EXERCISE DIRECTIONS:
Restate verbatim the span of lines below between the line with "740px,32px 768px,0 784px,0" and the line with "959px,252px 1021px,258px 1020px,261px", including those two lines, and only that span.

Collected data:
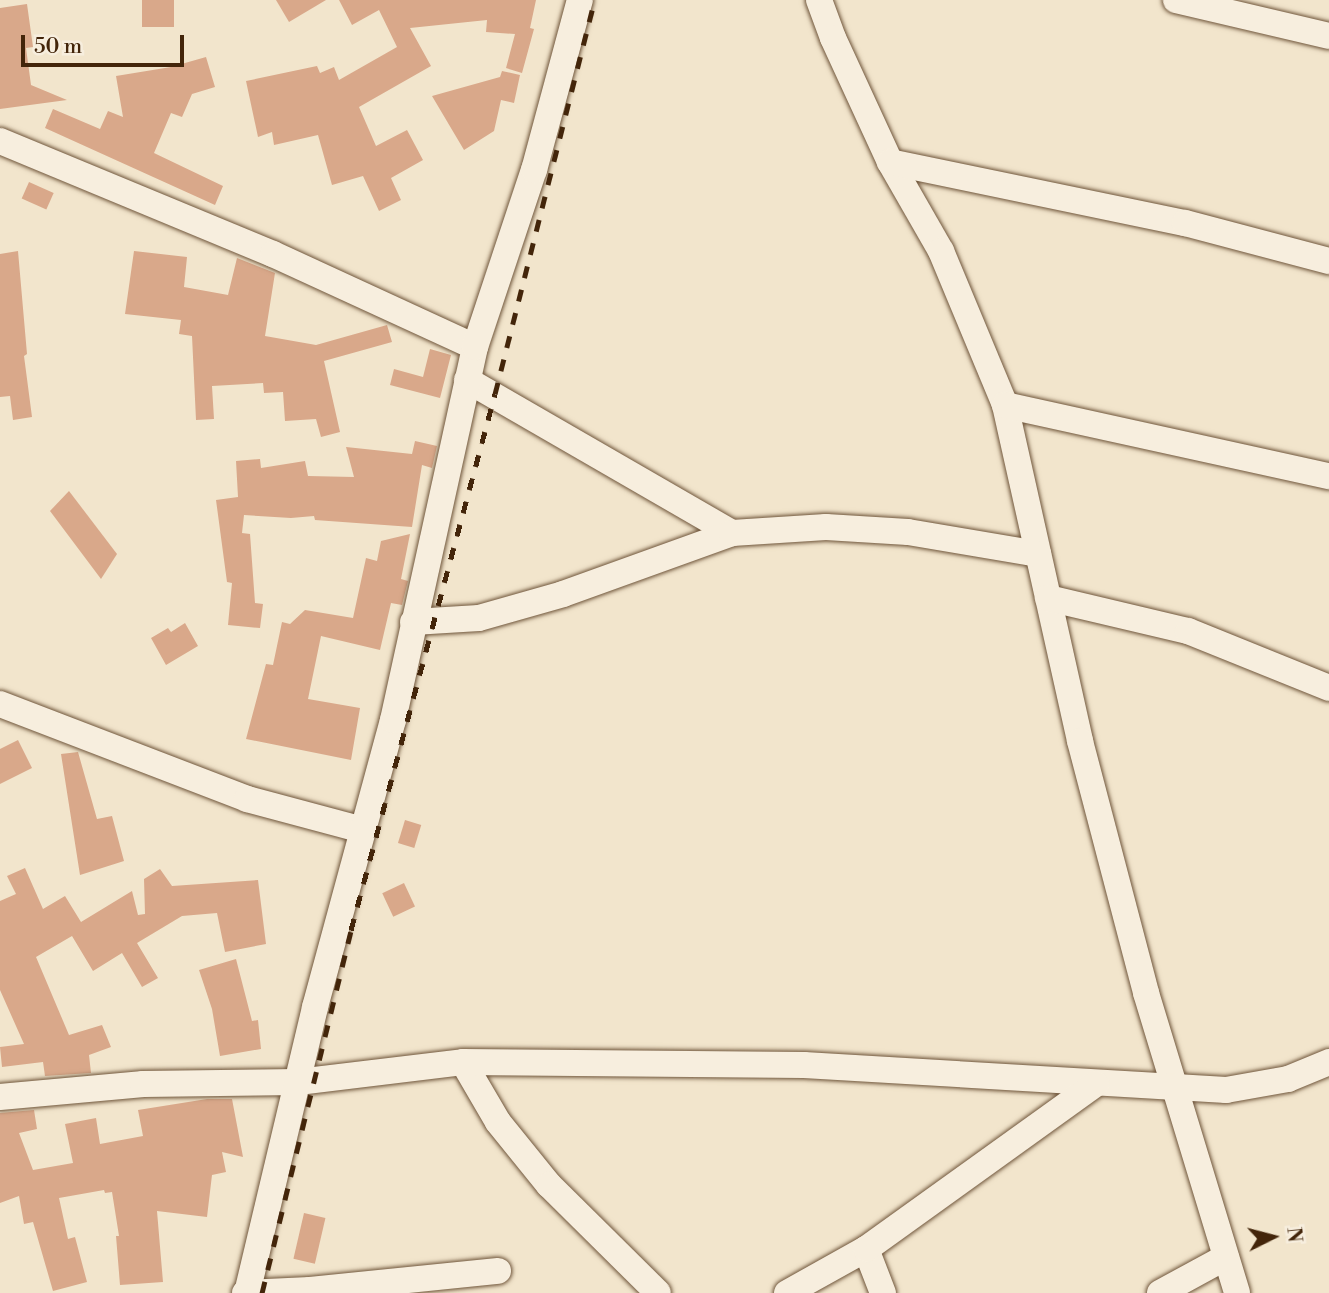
<!DOCTYPE html>
<style>
body{margin:0}
#map{position:relative;width:1329px;height:1293px;overflow:hidden;background:#f2e5cc;font-family:"Libre Bodoni",serif}
div>[style]{position:absolute}
[style*='--x']{left:calc(var(--x)*1px);top:calc(var(--y)*1px);width:calc(var(--w)*1px);rotate:calc(var(--a)*1deg)}
.building>*{inset:0;background:#d9a88a;transform-origin:0 0}
.roads{filter:drop-shadow(0 0 2px #6f553a) drop-shadow(0 0 2px #6f553a)}
.minor>*{height:26px;margin:-13px;padding:0 13px;transform-origin:13px;border-radius:13px;background:#f7eede}
.rail>*{height:5px;margin-top:-2.5px;transform-origin:0;background:repeating-linear-gradient(90deg,#43250a 0 12px,transparent 0 24px)}
span{translate:-50% -50%;white-space:nowrap;text-align:center;line-height:1.15;-webkit-text-stroke:6px #f7eede;paint-order:stroke}
.north{position:absolute;left:1238px;top:1202px;width:70px;height:70px;-webkit-text-stroke:5px #f7eede;paint-order:stroke;rotate:84deg;font-size:19px;font-weight:700;line-height:28px;text-align:center;color:#43250a}
.north::after{content:'';display:block;margin:auto;width:24px;height:32px;background:#43250a;clip-path:polygon(50% 0,100% 100%,50% 72%,0 100%)}
.scale{position:absolute;left:21px;top:35px;width:163px;height:32px;box-sizing:border-box;border:4px solid #43250a;border-top:0;padding-left:9px;font-size:21px;line-height:24px;white-space:nowrap;color:#43250a;-webkit-text-stroke:5px #f7eede;paint-order:stroke}
</style>
<div id="map">
<div class="building">
<i style="left:142px;top:0;width:32px;height:27px"></i>
<i style="clip-path:polygon(276px 0,326px 0,289px 22px)"></i>
<i style="clip-path:polygon(339px 0,536px 0,530px 28px,534px 29px,522px 73px,506px 68px,515px 34px,486px 32px,487px 20px,410px 28px,431px 66px,359px 107px,376px 146px,407px 130px,423px 160px,391px 178px,401px 200px,379px 211px,363px 176px,332px 185px,318px 135px,274px 145px,272px 132px,258px 137px,246px 81px,317px 66px,320px 73px,334px 67px,339px 80px,397px 47px,379px 10px,352px 25px)"></i>
<i style="clip-path:polygon(27px 4px,33px 47px,26px 48px,31px 85px,67px 100px,0 109px,0 8px)"></i>
<i style="clip-path:polygon(206px 57px,215px 87px,192px 94px,182px 117px,171px 113px,154px 153px,223px 186px,215px 205px,45px 128px,53px 109px,100px 129px,108px 111px,123px 117px,116px 76px,171px 67px)"></i>
<i style="clip-path:polygon(502px 71px,520px 75px,514px 103px,501px 100px,494px 131px,464px 150px,432px 96px,500px 77px)"></i>
<i style="left:29px;top:182px;width:27px;height:18px;rotate:24deg"></i>
<i style="clip-path:polygon(18px 251px,27px 354px,24px 356px,32px 417px,13px 420px,10px 396px,0 397px,0 254px)"></i>
<i style="clip-path:polygon(134px 251px,187px 257px,184px 287px,228px 295px,237px 258px,275px 273px,265px 336px,316px 345px,387px 325px,392px 342px,324px 361px,340px 432px,321px 437px,316px 419px,285px 421px,283px 392px,264px 393px,263px 383px,212px 386px,214px 419px,196px 420px,192px 336px,179px 334px,181px 320px,125px 314px)"></i>
<i style="clip-path:polygon(430px 349px,451px 355px,440px 398px,390px 385px,394px 369px,423px 377px)"></i>
<i style="clip-path:polygon(415px 441px,437px 446px,432px 468px,422px 465px,412px 527px,315px 520px,314px 516px,291px 518px,244px 515px,242px 533px,250px 534px,255px 603px,263px 604px,260px 628px,228px 625px,232px 583px,227px 582px,216px 500px,238px 497px,236px 461px,260px 459px,261px 468px,305px 461px,308px 476px,354px 477px,346px 447px,412px 454px)"></i>
<i style="clip-path:polygon(69px 491px,117px 554px,101px 579px,50px 511px)"></i>
<i style="clip-path:polygon(410px 534px,401px 579px,408px 581px,402px 605px,391px 603px,380px 650px,321px 636px,308px 699px,360px 708px,351px 760px,246px 739px,266px 664px,273px 665px,282px 622px,290px 624px,305px 610px,353px 618px,366px 558px,377px 561px,381px 541px)"></i>
<i style="clip-path:polygon(185px 623px,198px 646px,166px 665px,151px 638px,168px 628px,171px 632px)"></i>
<i style="clip-path:polygon(18px 740px,32px 768px,0 784px,0 749px)"></i>
<i style="clip-path:polygon(78px 752px,97px 819px,112px 816px,124px 861px,80px 875px,61px 754px)"></i>
<i style="left:405px;top:820px;width:17px;height:24px;rotate:17deg"></i>
<i style="clip-path:polygon(25px 868px,43px 909px,65px 896px,81px 922px,132px 891px,138px 915px,145px 914px,144px 879px,160px 869px,172px 886px,258px 880px,266px 944px,225px 952px,217px 913px,182px 916px,137px 943px,158px 978px,142px 987px,122px 953px,93px 971px,72px 936px,36px 957px,69px 1035px,102px 1025px,111px 1047px,89px 1055px,91px 1073px,45px 1076px,43px 1062px,2px 1067px,0 1047px,24px 1044px,0 990px,0 901px,16px 894px,7px 876px)"></i>
<i style="left:404px;top:883px;width:26px;height:24px;rotate:65deg"></i>
<i style="clip-path:polygon(236px 959px,252px 1021px,258px 1020px,261px 1049px,220px 1056px,212px 1009px,199px 970px)"></i>
<i style="clip-path:polygon(207px 1099px,232px 1099px,243px 1157px,222px 1152px,226px 1172px,212px 1175px,207px 1217px,157px 1211px,163px 1282px,120px 1285px,116px 1236px,119px 1236px,112px 1192px,105px 1193px,104px 1190px,59px 1198px,68px 1239px,75px 1237px,87px 1282px,53px 1291px,33px 1222px,24px 1224px,19px 1196px,0 1203px,0 1113px,34px 1110px,37px 1129px,19px 1133px,33px 1170px,73px 1163px,65px 1124px,96px 1118px,100px 1144px,143px 1136px,138px 1110px)"></i>
<i style="left:304px;top:1213px;width:22px;height:47px;rotate:13deg"></i>
</div>
<div class="roads">
<div class="minor">
<i style="--x:819;--y:0;--w:40;--a:69.8"></i>
<i style="--x:833;--y:38;--w:136;--a:65.3"></i>
<i style="--x:890;--y:162;--w:103;--a:60.2"></i>
<i style="--x:941;--y:251;--w:167;--a:67.4"></i>
<i style="--x:1005;--y:405;--w:344;--a:77.4"></i>
<i style="--x:1080;--y:741;--w:260;--a:75.3"></i>
<i style="--x:1146;--y:993;--w:313;--a:73.1"></i>
<i style="--x:1176;--y:0;--w:157;--a:13.2"></i>
<i style="--x:0;--y:141;--w:295;--a:22.5"></i>
<i style="--x:273;--y:254;--w:222;--a:24.7"></i>
<i style="--x:890;--y:162;--w:301;--a:11.7"></i>
<i style="--x:1185;--y:223;--w:149;--a:14.8"></i>
<i style="--x:467;--y:380;--w:306;--a:30"></i>
<i style="--x:1005;--y:405;--w:332;--a:12.4"></i>
<i style="--x:1048;--y:598;--w:144;--a:13.3"></i>
<i style="--x:1188;--y:631;--w:152;--a:22"></i>
<i style="--x:413;--y:622;--w:66;--a:-3.5"></i>
<i style="--x:479;--y:618;--w:87;--a:-15.9"></i>
<i style="--x:563;--y:594;--w:180;--a:-19.8"></i>
<i style="--x:732;--y:533;--w:94;--a:-3.7"></i>
<i style="--x:826;--y:527;--w:82;--a:3.5"></i>
<i style="--x:908;--y:532;--w:132;--a:9.6"></i>
<i style="--x:0;--y:704;--w:265;--a:21"></i>
<i style="--x:247;--y:799;--w:120;--a:15"></i>
<i style="--x:463;--y:1062;--w:69;--a:59.7"></i>
<i style="--x:498;--y:1122;--w:81;--a:51"></i>
<i style="--x:549;--y:1185;--w:153;--a:44.7"></i>
<i style="--x:0;--y:1097;--w:144;--a:-5.2"></i>
<i style="--x:143;--y:1084;--w:155;--a:-0.7"></i>
<i style="--x:298;--y:1082;--w:166;--a:-6.9"></i>
<i style="--x:463;--y:1062;--w:341;--a:0.5"></i>
<i style="--x:804;--y:1065;--w:423;--a:3.4"></i>
<i style="--x:1226;--y:1090;--w:63;--a:-10.1"></i>
<i style="--x:1288;--y:1079;--w:44;--a:-22.5"></i>
<i style="--x:866;--y:1249;--w:47;--a:68.9"></i>
<i style="--x:245;--y:1293;--w:65;--a:-2.6"></i>
<i style="--x:310;--y:1290;--w:189;--a:-5.8"></i>
<i style="--x:247;--y:1293;--w:294;--a:-76.6"></i>
<i style="--x:315;--y:1007;--w:297;--a:-74.8"></i>
<i style="--x:393;--y:720;--w:382;--a:-77.6"></i>
<i style="--x:475;--y:347;--w:187;--a:-71.6"></i>
<i style="--x:534;--y:170;--w:176;--a:-74.9"></i>
<i style="--x:787;--y:1293;--w:90;--a:-29.1"></i>
<i style="--x:866;--y:1249;--w:283;--a:-35.7"></i>
<i style="--x:1160;--y:1293;--w:75;--a:-28.6"></i>
</div>
</div>
<div class="rail">
<i style="--x:262;--y:1293;--w:374;--a:-76.2"></i>
<i style="--x:351;--y:930;--w:555;--a:-74.96"></i>
<i style="--x:495;--y:394;--w:406;--a:-75.8"></i>
</div>
<div class="north">N</div>
<div class="scale">50 m</div>
</div>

RESPONSE TO THE TASK:
<i style="clip-path:polygon(18px 740px,32px 768px,0 784px,0 749px)"></i>
<i style="clip-path:polygon(78px 752px,97px 819px,112px 816px,124px 861px,80px 875px,61px 754px)"></i>
<i style="left:405px;top:820px;width:17px;height:24px;rotate:17deg"></i>
<i style="clip-path:polygon(25px 868px,43px 909px,65px 896px,81px 922px,132px 891px,138px 915px,145px 914px,144px 879px,160px 869px,172px 886px,258px 880px,266px 944px,225px 952px,217px 913px,182px 916px,137px 943px,158px 978px,142px 987px,122px 953px,93px 971px,72px 936px,36px 957px,69px 1035px,102px 1025px,111px 1047px,89px 1055px,91px 1073px,45px 1076px,43px 1062px,2px 1067px,0 1047px,24px 1044px,0 990px,0 901px,16px 894px,7px 876px)"></i>
<i style="left:404px;top:883px;width:26px;height:24px;rotate:65deg"></i>
<i style="clip-path:polygon(236px 959px,252px 1021px,258px 1020px,261px 1049px,220px 1056px,212px 1009px,199px 970px)"></i>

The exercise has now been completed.